There are three primary areas of responsibility that I’ve adapted to and focus on every day in my new role as golf course superintendent. First is recognizing the things that need to be done to better the golf course and then helping coordinate those efforts. That’s the obvious part of the job. I also believe it’s every good superintendent’s responsibility to direct the culture and morale of the work environment. And perhaps most important, it is my responsibility to motivate, encourage and help develop our team members. This is the difficult aspect of the job, as it involves understanding and working with people’s feelings, personalities and interests. The golf course changes from day to day, but people change minute to minute. I’m noticing that I like playing this role of motivator and coach, though, and that it’s a very gratifying aspect of leadership.

Although the golf season here along the Front Range has turned into a 12-month season with the lack of winter in recent years, this portion of the calendar still affords me the opportunity to slow things down for a bit and put together some plans. It’s a time that I’m not taking for granted or letting go to waste as I reflect on season one, learn from the mistakes I made, plan for the future and move forward with courage.

There were definitely some mistakes — I killed some grass, I inadvertently angered some league members, and I under-communicated on a few occasions. But I’m not dwelling on those mistakes — I’m learning from them and striving to make myself and our team better each day. I’ve been spending this winter evaluating the needs of our entire facility and considering new ways in which I can utilize team members and put them in positions to thrive and take ownership of their work. This goes back to the less “doing” of specific tasks on my end and the greater focus on building a team.

I’d be remiss if I didn’t thank everybody in my life and career who has helped me reach this level professionally. You know who you are, and hopefully by now, I’ve thanked you many times. I owe special thanks to those who not only taught me how to grow and maintain turfgrass, but who went the extra mile and taught me how to be a true professional in this industry. By that, I mean the people who taught me how to treat others and how to carry myself and act like I belong. The intangibles, if you will. I hope I can do for others what those people have done for me.

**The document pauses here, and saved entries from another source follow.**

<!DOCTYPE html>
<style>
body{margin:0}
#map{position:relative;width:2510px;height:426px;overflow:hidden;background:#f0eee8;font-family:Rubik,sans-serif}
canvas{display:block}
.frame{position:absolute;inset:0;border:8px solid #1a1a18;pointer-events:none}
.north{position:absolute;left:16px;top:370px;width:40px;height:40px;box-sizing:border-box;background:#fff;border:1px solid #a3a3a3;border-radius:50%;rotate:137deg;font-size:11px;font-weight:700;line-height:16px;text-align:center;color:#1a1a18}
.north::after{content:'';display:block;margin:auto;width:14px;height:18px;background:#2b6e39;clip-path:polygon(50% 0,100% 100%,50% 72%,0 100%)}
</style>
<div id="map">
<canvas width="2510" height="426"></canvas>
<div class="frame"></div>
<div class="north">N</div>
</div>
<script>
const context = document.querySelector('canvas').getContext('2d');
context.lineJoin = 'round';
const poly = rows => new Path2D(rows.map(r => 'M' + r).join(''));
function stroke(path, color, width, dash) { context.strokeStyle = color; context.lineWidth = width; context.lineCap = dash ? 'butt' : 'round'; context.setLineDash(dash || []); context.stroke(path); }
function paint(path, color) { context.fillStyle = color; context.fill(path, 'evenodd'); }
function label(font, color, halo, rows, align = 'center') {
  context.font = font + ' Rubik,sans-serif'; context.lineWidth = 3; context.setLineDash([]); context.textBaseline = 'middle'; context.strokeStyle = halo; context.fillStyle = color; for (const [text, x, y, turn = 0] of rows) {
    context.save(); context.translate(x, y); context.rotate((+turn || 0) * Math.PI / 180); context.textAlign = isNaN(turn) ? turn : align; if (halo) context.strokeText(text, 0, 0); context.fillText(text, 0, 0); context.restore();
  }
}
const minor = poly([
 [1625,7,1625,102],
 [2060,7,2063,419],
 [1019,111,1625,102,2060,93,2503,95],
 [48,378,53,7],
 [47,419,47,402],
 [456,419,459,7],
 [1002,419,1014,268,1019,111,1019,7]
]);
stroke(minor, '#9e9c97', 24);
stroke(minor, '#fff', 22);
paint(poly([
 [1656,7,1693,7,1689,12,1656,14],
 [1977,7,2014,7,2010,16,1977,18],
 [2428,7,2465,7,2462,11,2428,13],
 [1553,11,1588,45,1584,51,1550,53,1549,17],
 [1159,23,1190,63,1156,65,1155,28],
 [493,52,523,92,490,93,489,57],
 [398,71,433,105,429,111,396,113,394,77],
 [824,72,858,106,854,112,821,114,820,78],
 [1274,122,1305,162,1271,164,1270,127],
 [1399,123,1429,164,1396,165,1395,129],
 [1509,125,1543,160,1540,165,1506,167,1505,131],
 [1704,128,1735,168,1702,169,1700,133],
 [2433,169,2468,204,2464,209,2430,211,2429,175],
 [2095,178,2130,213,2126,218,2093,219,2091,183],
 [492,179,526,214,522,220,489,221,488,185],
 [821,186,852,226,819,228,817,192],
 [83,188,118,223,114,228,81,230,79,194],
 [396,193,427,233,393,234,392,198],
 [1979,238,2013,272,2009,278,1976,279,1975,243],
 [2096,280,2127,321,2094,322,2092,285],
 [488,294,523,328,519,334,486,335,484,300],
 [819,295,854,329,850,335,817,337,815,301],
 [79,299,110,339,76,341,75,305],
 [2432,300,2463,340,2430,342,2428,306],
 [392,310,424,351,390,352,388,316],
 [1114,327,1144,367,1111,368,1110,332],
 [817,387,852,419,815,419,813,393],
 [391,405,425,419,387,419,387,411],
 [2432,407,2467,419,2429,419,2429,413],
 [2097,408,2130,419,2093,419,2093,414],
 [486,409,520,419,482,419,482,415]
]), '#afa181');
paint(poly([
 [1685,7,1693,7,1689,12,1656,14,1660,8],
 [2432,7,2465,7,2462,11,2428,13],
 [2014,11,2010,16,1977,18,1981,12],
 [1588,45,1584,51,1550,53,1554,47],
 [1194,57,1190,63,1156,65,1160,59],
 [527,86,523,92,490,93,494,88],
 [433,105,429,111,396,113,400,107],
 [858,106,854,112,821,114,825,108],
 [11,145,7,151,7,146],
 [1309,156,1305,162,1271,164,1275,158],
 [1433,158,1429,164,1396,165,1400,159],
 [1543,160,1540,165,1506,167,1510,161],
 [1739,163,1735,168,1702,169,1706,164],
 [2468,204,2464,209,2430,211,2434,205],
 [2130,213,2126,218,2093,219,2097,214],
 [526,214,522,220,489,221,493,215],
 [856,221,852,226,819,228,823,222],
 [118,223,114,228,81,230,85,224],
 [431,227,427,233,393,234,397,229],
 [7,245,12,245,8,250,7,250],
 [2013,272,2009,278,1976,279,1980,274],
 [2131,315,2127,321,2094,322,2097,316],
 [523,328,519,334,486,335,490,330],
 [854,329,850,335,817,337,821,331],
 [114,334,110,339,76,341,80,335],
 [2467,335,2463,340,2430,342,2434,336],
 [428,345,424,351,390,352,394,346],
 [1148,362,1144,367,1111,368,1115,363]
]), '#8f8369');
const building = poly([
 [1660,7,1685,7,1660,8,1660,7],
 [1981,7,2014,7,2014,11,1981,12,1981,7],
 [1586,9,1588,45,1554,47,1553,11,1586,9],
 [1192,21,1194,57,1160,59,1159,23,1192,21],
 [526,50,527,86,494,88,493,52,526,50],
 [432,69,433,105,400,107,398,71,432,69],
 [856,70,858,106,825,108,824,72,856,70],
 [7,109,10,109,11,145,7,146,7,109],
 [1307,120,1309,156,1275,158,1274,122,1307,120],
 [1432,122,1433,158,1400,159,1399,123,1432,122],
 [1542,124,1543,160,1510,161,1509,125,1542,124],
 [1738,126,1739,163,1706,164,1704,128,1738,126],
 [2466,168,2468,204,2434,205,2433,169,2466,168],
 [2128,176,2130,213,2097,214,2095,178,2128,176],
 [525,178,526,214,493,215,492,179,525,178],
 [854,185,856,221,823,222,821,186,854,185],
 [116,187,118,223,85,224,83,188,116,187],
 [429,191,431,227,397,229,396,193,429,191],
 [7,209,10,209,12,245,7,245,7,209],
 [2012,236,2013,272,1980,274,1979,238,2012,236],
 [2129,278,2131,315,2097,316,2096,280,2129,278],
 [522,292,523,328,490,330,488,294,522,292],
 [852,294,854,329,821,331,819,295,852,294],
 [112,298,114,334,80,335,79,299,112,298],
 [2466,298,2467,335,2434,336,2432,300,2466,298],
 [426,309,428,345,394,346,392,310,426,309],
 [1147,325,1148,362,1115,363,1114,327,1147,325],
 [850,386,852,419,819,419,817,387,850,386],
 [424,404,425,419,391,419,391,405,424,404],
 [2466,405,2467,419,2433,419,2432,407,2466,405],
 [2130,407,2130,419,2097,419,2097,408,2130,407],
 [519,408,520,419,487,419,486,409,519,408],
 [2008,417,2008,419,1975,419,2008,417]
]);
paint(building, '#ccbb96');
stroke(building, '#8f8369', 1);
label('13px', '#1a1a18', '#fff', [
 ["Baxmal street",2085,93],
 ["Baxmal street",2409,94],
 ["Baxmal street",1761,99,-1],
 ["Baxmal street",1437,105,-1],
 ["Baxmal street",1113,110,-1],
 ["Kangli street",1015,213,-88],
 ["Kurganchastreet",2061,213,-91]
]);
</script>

I also want to thank my entire Broken Tee maintenance staff. Bob Littig (assistant), Paul Simon (irrigation), Jeff Thal (equipment manager) and everyone else on the team helped make my transition as smooth as possible and have been extremely patient with me as I learn to ride without training wheels.

Cheers to a great 2019 season, everyone! If you see me calling, please answer the phone — I may be seeking some advice.

Mitch Savage is the golf course superintendent at Broken Tee Golf Course in Englewood, Colo. A 16-year member of GCSAA, Mitch gained valuable golf course management experience working at a number of courses in Colorado, including Cherry Hills Country Club, Denver Country Club and Green Valley Ranch Golf Club. He has volunteered on various committees and task groups with GCSAA and the Rocky Mountain GCSA, and is also a member of the inaugural class of the Nufarm/GCSAA EXCEL Leadership Program.